The words "run off" strike a spark in Schomberg's brain. He thinks of Heyst. An idea enters his mind. He conceives a plan for ridding himself of his two unwelcome guests and at the same time paying off Heyst.
With eloquence and ease, he pictures Heyst "fattened by years of private and public rapine," a murderer and a swindler. For the first time in weeks, Schomberg smiles. He sees that he has impressed the "secretary." He assures Ricardo that Heyst has tremendous plunder concealed on Samburan, and since Heyst is not a fighting man, it will be easy to take it away from him. Now Schomberg admits that Heyst stole the girl from the orchestra and carried her off.
Ricardo is distressed at this news. Jones can't stand women at all. He abhors them. For a moment, Schomberg is distressed. It looks as though the girl is going to spoil everything. He cries out, "It would have been like going to pick up a nugget of a thousand pounds, or two or three times that much."
Ricardo is intrigued and decides that he can keep the girl a secret. Schomberg offers his own boat and suggests a plan whereby the three voyagers can get away without exciting suspicion. It will take only three days to run over to Samburan. Schomberg gives complete directions and offers to provision the boat. Finally he gives Ricardo a sea-mark to steer by — a live volcano, "a pillar of smoke by day and a loom of fire by night."
He roars out these last words exultingly just as Mrs. Schomberg glides into the room. She sits down and stares straight ahead.
The character of Schomberg is now fully developed. He does not appear in the story again except by reference. Yet it is his action here which sets in motion the final events. He knows the villainous character of the men he is sending to Samburan. He feels guilty about it as revealed by one of Conrad's subtle devices where he plays on the word "hung." Schomberg says, "he hung about. That's it. Hung — ." Then Schomberg's voice dies out. The reader knows that Schomberg feels guilty enough for hanging. Yet his hatred drives him on to complete the arrangements.

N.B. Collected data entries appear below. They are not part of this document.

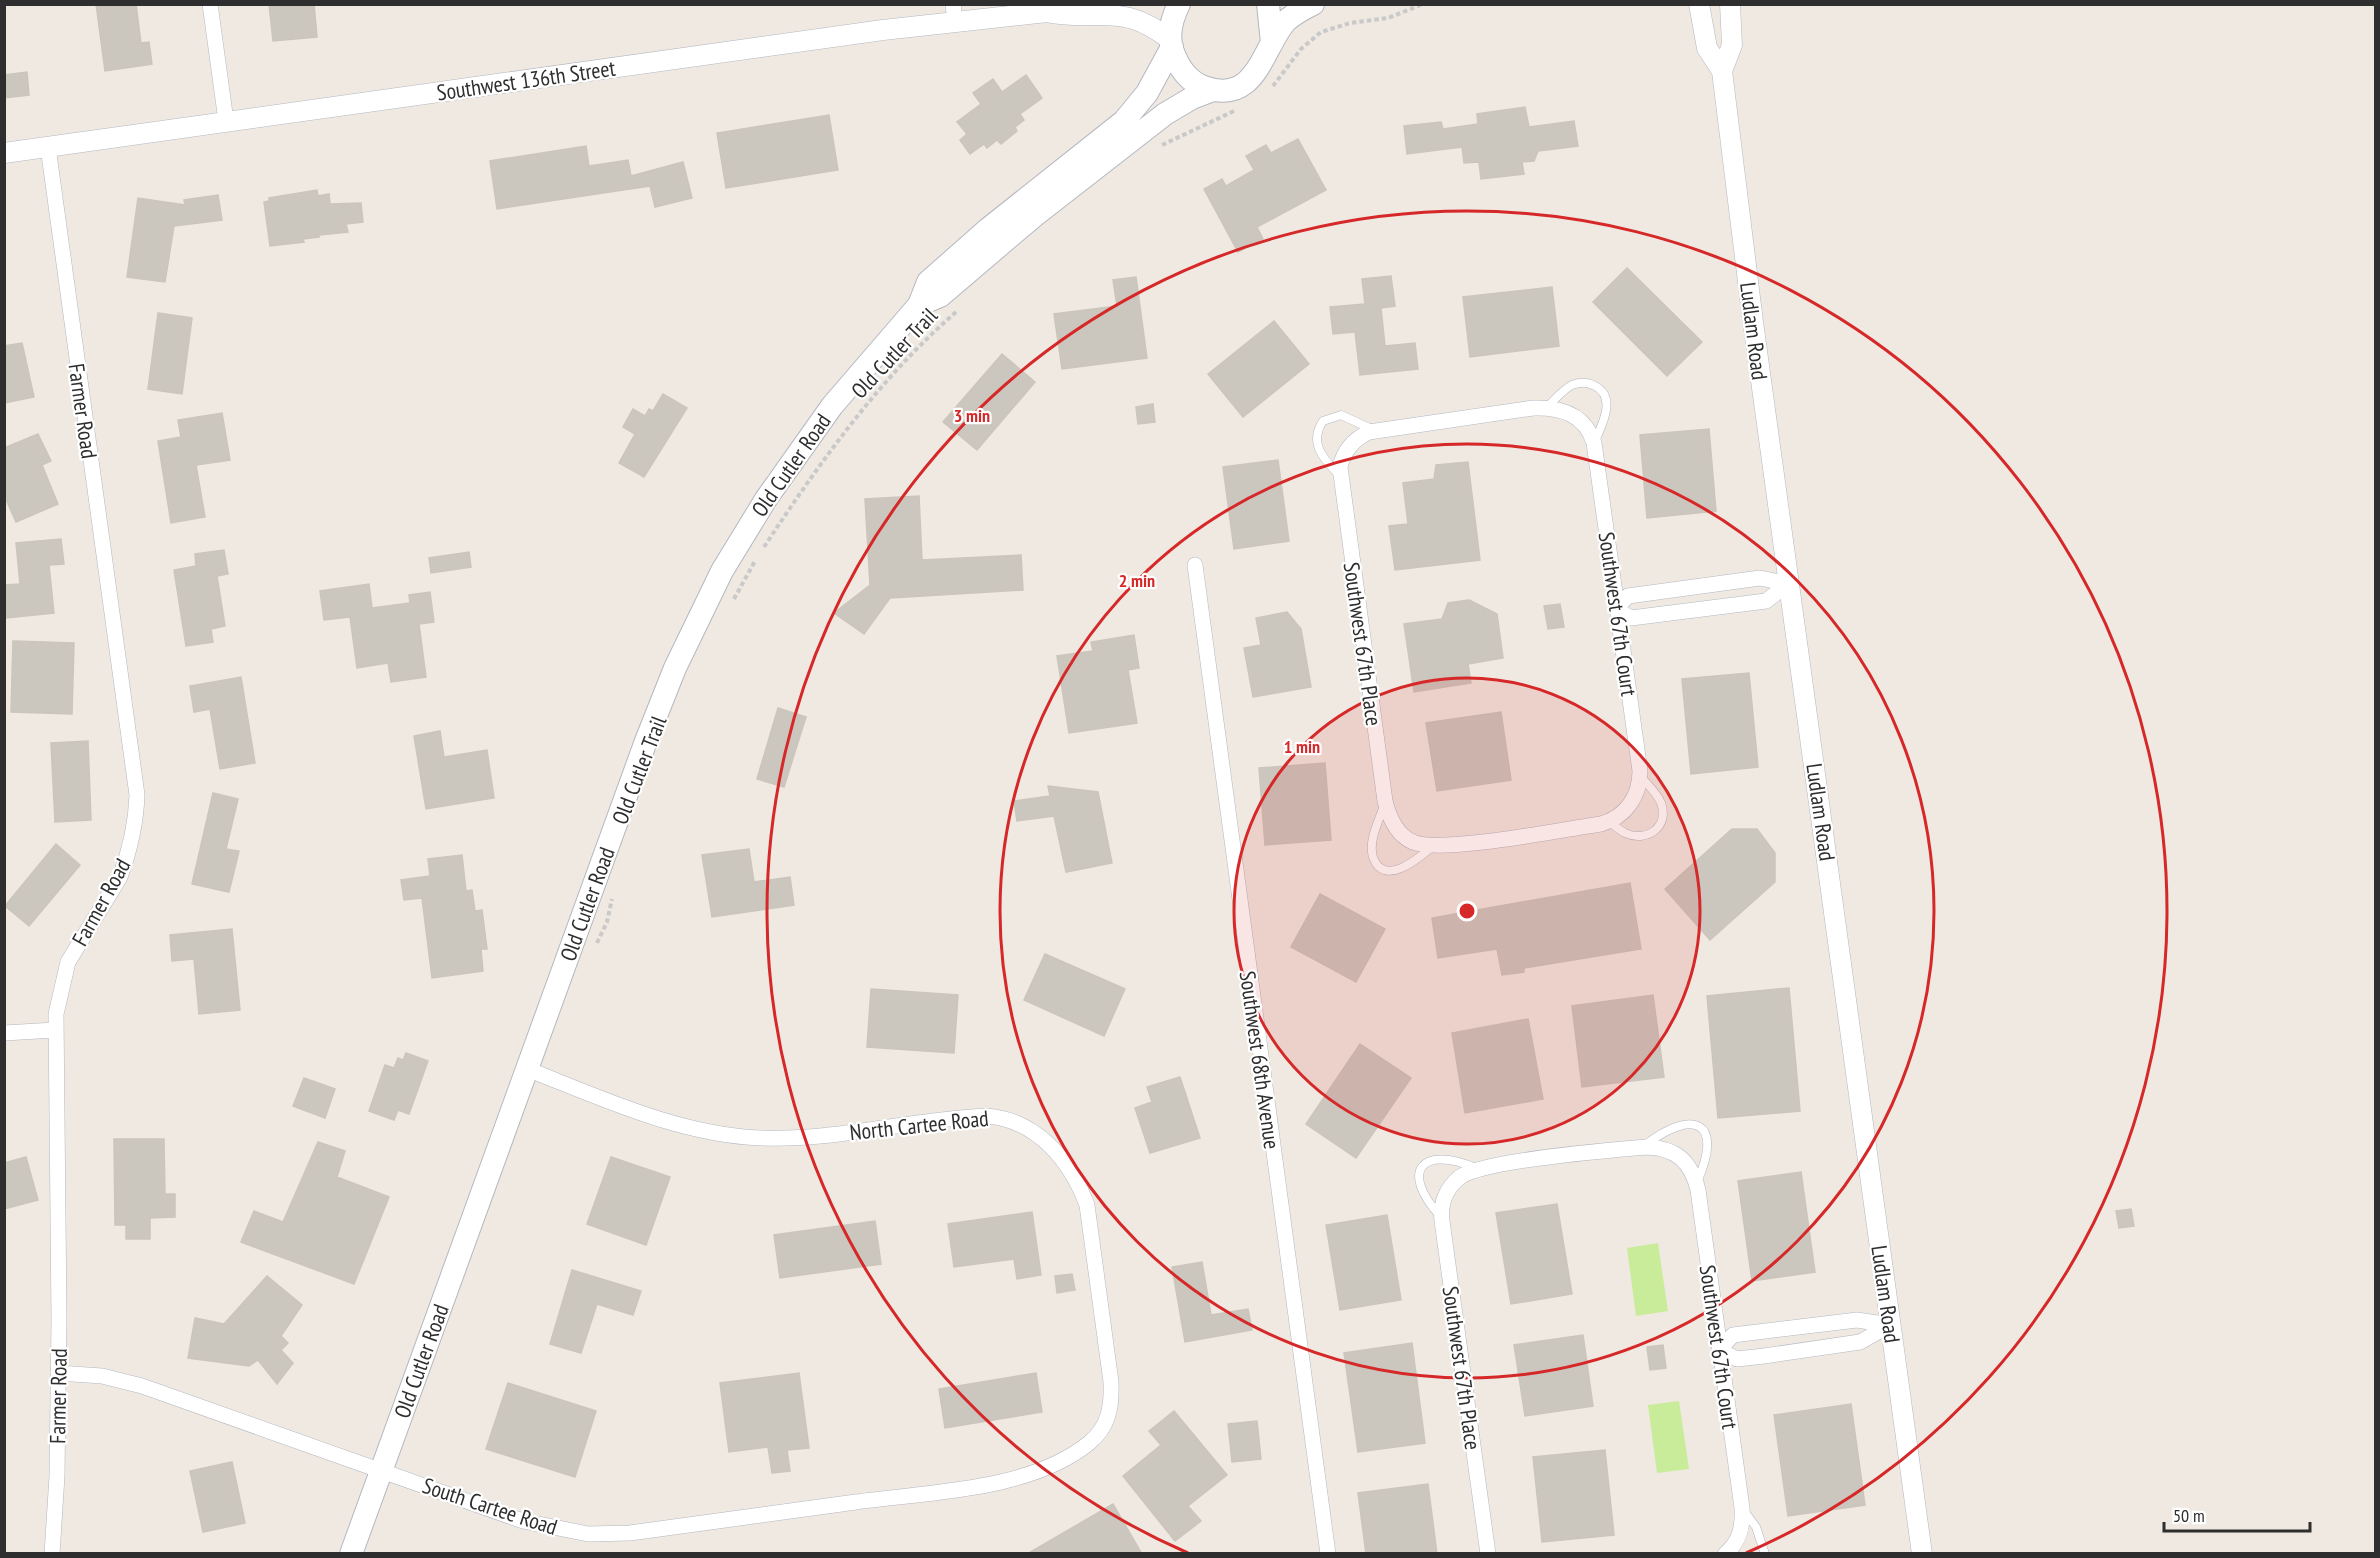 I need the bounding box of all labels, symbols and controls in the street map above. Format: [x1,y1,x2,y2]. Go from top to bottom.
street label: Southwest 136th Street [435,54,617,106]
street label: Ludlam Road [1734,280,1774,382]
street label: Old Cutler Trail [845,301,944,404]
street label: Farmer Road [62,362,104,460]
text: 3 min [954,404,990,427]
street label: Old Cutler Road [745,408,837,522]
street label: Southwest 67th Court [1593,530,1643,698]
street label: Southwest 67th Place [1338,561,1388,727]
text: 2 min [1119,569,1155,592]
street label: Old Cutler Trail [606,711,673,828]
text: 1 min [1284,735,1320,758]
street label: Ludlam Road [1800,761,1842,863]
street label: Old Cutler Road [553,843,621,965]
street label: Farmer Road [66,853,136,951]
centre of rings [1457,901,1477,921]
street label: Southwest 68th Avenue [1234,969,1286,1151]
street label: North Cartee Road [848,1104,990,1146]
street label: Ludlam Road [1865,1243,1907,1345]
street label: Southwest 67th Court [1694,1263,1744,1431]
street label: Southwest 67th Place [1437,1285,1487,1451]
street label: Old Cutler Road [387,1300,455,1422]
street label: Farmer Road [43,1348,73,1444]
street label: South Cartee Road [419,1471,561,1541]
scale bar [2164,1495,2310,1533]
text: 50 m [2173,1504,2205,1527]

Reference to the "pillar of cloud by day and the loom of fire by night" is a direct reference to the Scriptures. It is difficult to see why Conrad used it here. Perhaps he meant to suggest the truth that a single path may serve for both the hunter and the hunted.
Mrs. Schomberg's entrance at the end of this scene is significant. She has overheard Schomberg's directions.
The narrator appears a few times in the first chapter of this section and noticeably in the narration of Chapter 3. Much of Part 2 is in Schomberg's subjective viewpoint. One of the major functions of Part 2 is to develop Schomberg's character as well as the three villains who are now leaving for Samburan.
The final drama is about to open. The reader, who understands that hellish forces are about to be set loose against them, already knows enough about Heyst and Lena to wish them well.
By such enticements as these, Conrad allures his readers into the final scenes of his story.